213 sayılı Vergi Usul Kanununun 9. maddesinin birinci fıkrasında, mükellefiyet ve vergi sorumluluğu için kanuni ehliyetin şart olmadığı hükme bağlanmıştır.
Öte yandan, 3065 sayılı Katma Değer Vergisi Kanunu’nun “Tarhiyatın Muhatabı” başlıklı 44. maddesinde, “Katma değer vergisi, bu vergiyle mükellef gerçek veya tüzelkişiler adına tarholunur.” hükmüne yer verildikten sonra, aynı maddenin ikinci fıkrasının “a” bendinde ise, adi ortaklıklarda, verginin ödenmesinden müteselsilen sorumlu olmak üzere ortaklardan herhangi birinin tarhiyata muhatap tutulacağı düzenlemesine gidilmiştir.
Tüm bu mevzuat hükümlerinin birlikte tetkikinden görüleceği üzere adi ortaklıkta, iki ya da daha fazla kişinin emeklerini ve mallarını ortaklara belirledikleri bir amaca erişmek üzere birleştirilmesi istenilmekte, kazanç ve zarardaki payların paylaşımında eşitlik söz konusu olmakta olup, sermaye şirketleri gibi kurumlar vergisi mükellefi olmamakla birlikte katma değer vergisi mükellefi olabilmekte ve vergisel yükümlülüklerin yerine getirilmemesi durumunda da, tarhiyata, usulsüzlük ve özel usulsüzlük cezalarına adi ortaklık olarak muhatap olmaktadırlar.

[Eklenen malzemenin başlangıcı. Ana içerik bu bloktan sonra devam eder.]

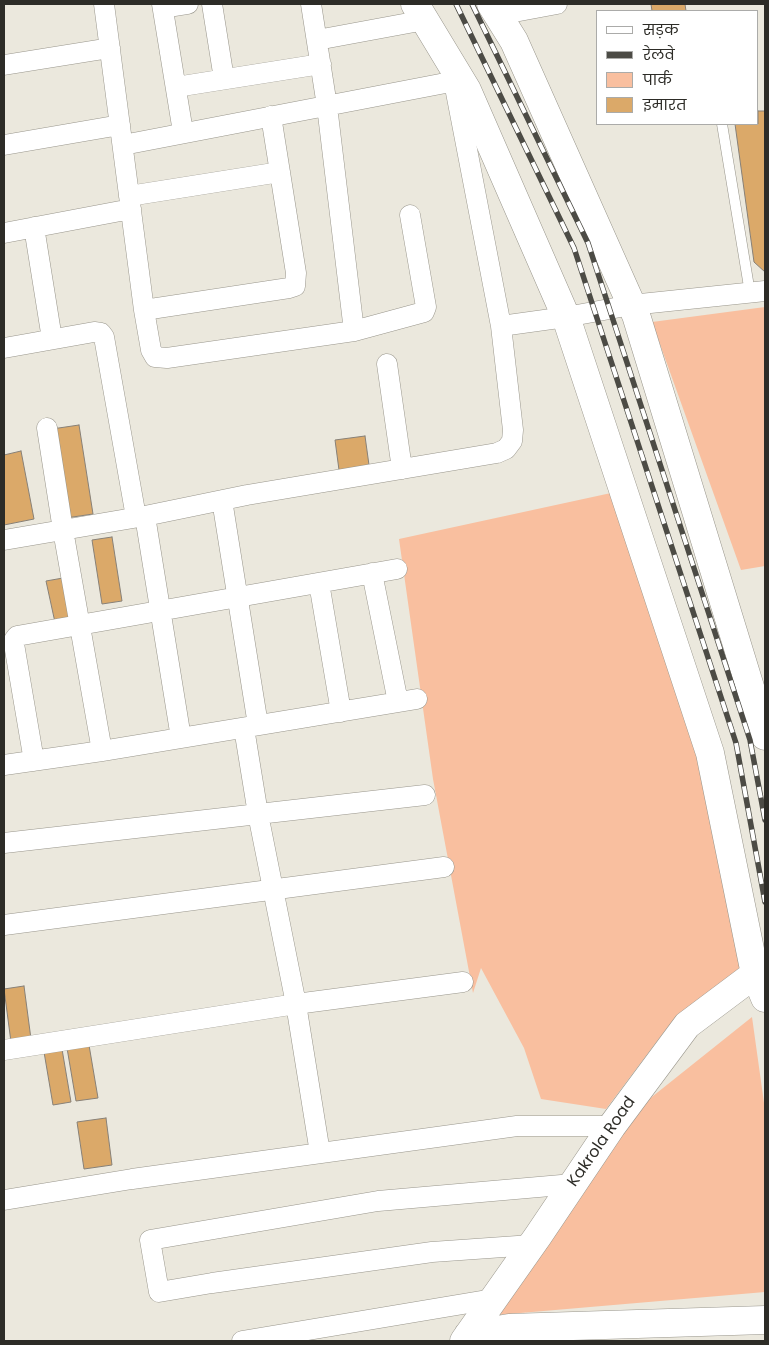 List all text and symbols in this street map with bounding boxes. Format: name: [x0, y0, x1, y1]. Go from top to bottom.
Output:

Bu durumda, ortaklardan ayrı katma değer vergisi mükellefi olan adi ortaklık adına, yapılan tarhiyata ilişkin ihbarnamelerin müteselsil sorumlu olan ortaklardan herhangi biri adına düzenlenmesi gerekirken adi ortaklık adına düzenlenmesinin 3065 sayılı Kanun’un 44. maddesine uygun düşmediği gerekçesiyle kaldırılmasına karar verilmiş ise de, söz konusu tarhiyatın nedenini oluşturan fiil adi ortaklık tarafından gerçekleştirildiğinden ve yukarıda yer verilen açıklamalar çerçevesinde fiili gerçekleştiren adi ortaklığın vergi ve cezalar açısından muhatap kabul edilmesinde yasal bir engel bulunmadığından, Vergi Dava Dairesi kararının tarhiyata ilişkin hüküm fıkrasının bozulması gerektiği oyuyla Daire kararına bu yönden katılmıyorum.